Originally delivered as Radio Commentary: Michigan Radio Recording on November 18, 1998

It's 4:30 in the morning in November and I am listening to a wind storm blowing through my neighborhood.

It's 4:30 in the morning in November and the wind is rattling my windows like a spirit of death rattling keys.

It's 4:30 in the morning in November and I am feeling the draftiness of this old house and I'm thinking maybe I need to weatherproof these windows.

I am thinking that I need to keep the world from getting inside my house.

I'm thinking about global warming and the hurricane they had in Nicaragua and I'm thinking the hurricane has come to Ann Arbor.

I'm thinking about the children in a tiny village in Nicaragua that I played with last Spring and about how a lot of them are dead now.
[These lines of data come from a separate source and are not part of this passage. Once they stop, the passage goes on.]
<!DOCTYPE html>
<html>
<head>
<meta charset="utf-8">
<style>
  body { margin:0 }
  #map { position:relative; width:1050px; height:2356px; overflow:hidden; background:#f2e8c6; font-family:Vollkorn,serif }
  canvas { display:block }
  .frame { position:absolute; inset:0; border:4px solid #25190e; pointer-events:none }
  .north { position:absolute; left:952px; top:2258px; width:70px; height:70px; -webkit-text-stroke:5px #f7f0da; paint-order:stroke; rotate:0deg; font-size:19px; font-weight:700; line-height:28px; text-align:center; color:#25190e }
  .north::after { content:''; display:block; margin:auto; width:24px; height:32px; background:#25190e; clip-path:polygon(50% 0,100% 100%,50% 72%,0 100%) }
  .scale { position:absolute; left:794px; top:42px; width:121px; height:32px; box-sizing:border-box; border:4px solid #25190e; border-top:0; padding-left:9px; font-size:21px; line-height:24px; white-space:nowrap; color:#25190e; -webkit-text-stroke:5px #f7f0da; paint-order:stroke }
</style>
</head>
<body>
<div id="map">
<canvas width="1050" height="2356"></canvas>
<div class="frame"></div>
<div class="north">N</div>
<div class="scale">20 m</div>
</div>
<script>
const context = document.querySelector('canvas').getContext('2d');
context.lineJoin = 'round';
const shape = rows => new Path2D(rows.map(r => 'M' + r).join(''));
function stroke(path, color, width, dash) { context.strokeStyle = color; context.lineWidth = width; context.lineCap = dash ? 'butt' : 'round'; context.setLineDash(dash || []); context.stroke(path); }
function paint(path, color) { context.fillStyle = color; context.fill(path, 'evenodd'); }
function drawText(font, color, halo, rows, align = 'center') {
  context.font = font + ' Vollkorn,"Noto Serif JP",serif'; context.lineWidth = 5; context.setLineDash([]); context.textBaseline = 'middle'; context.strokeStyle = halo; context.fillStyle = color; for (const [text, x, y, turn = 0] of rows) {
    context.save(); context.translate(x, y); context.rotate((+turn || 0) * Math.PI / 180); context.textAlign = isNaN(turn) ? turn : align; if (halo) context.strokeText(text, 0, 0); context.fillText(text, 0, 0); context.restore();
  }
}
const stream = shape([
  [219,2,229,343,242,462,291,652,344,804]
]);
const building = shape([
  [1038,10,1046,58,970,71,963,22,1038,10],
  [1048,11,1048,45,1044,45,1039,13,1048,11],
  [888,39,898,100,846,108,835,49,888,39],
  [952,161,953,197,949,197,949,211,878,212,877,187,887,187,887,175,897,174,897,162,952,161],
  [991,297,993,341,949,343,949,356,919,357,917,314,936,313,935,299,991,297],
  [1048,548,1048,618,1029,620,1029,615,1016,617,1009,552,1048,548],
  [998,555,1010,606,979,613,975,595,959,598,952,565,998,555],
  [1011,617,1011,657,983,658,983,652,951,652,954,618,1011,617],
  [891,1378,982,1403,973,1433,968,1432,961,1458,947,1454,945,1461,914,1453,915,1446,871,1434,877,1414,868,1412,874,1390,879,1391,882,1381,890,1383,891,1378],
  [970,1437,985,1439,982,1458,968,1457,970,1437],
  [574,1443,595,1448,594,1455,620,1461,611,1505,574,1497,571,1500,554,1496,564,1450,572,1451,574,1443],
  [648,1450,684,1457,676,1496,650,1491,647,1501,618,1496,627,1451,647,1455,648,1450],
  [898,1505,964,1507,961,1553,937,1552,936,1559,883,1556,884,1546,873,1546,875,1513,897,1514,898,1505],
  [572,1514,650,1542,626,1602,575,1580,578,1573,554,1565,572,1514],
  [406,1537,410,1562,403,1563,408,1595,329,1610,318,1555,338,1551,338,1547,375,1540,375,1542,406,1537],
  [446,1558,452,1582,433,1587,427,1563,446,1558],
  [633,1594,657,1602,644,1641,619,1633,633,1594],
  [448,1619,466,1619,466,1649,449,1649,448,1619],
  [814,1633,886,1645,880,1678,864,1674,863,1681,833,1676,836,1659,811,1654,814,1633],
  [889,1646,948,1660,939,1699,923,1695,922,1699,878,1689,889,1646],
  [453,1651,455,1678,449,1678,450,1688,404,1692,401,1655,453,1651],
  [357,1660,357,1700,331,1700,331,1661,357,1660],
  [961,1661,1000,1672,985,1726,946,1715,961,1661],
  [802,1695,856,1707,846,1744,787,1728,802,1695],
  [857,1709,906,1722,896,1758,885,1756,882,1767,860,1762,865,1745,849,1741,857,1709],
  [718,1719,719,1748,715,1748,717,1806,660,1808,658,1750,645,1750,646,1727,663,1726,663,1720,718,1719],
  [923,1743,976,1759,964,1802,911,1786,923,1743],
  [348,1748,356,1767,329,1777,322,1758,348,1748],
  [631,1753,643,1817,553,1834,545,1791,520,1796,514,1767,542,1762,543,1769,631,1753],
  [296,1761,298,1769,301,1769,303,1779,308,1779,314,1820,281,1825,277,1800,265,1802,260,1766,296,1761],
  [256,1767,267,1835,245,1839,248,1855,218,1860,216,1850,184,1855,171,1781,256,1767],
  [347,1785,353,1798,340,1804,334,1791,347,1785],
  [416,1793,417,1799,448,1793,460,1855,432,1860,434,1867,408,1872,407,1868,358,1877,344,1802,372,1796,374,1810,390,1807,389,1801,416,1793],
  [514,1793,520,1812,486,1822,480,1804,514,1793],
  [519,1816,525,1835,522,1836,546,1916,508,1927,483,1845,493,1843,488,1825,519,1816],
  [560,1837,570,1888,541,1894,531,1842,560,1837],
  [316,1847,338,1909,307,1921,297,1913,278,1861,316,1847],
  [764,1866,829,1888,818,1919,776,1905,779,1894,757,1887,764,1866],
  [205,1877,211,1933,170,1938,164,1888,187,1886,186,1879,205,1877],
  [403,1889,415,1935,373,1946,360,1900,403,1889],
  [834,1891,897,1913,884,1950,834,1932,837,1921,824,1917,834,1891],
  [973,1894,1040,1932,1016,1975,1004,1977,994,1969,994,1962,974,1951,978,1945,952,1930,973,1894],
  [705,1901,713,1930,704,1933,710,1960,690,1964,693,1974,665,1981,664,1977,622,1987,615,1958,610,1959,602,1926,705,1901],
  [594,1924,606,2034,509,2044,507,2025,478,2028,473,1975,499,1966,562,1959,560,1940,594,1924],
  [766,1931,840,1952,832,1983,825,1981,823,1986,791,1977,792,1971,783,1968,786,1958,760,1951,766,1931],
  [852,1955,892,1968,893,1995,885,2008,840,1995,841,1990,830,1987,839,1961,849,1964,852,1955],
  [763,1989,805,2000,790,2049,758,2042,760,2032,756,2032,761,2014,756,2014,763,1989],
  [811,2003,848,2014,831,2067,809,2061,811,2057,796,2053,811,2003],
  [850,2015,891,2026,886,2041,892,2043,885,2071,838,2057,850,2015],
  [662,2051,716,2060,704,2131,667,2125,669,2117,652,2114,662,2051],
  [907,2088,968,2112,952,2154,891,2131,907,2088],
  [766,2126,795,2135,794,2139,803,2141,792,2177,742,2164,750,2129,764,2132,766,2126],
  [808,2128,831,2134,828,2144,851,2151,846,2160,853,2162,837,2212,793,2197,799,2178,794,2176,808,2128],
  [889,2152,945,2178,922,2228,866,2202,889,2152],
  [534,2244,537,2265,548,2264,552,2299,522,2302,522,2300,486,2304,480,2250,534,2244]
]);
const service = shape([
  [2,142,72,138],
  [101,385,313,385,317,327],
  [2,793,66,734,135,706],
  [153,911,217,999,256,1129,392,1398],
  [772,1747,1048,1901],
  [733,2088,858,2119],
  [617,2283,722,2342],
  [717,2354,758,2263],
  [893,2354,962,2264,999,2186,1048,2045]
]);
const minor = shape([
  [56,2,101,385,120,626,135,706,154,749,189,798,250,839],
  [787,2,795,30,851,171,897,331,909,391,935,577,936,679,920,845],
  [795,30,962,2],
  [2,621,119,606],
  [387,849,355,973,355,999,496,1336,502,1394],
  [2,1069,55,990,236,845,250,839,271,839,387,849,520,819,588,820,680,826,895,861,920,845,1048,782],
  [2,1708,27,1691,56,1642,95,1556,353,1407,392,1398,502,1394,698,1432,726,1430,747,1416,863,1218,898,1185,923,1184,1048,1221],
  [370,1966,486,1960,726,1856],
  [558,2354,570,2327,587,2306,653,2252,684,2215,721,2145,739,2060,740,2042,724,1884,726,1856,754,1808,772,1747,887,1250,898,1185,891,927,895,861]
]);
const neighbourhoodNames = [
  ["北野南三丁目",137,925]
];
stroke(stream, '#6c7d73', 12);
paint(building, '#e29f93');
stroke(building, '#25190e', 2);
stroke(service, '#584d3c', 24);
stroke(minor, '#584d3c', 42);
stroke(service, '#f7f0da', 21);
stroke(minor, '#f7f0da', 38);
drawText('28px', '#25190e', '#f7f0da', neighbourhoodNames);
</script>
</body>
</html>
I'm thinking about the all the money and relief supplies we're sending to Latin America to save lives and I'm thinking about the Contras we paid to kill the same people we are now trying to save.

I'm thinking about the weather getting worse every year and meanwhile we keep driving our SUV's and pretending we aren't responsible.

I'm thinking about the article in Harper's magazine I read three years ago, which said that the ten hottest years in recorded human history have all occured since 1980, and I'm thinking about how hurricanes are only going to get worse and I'm glad I'm living in the Midwest but what about tornadoes?

I'm thinking about my basement and whether it's dry this morning and I'm thinking about the closet in the basement where maybe I should start storing up some canned goods because the wind is blowing away the farmland.

I'm thinking about Al Gore and how they called him Ozone Al and I'm wondering if the Senate will ever ratify the international agreement on global warming.

I'm thinking maybe I should do less thinking and more praying. So now I'm praying...

and I'm thinking I should write my senator.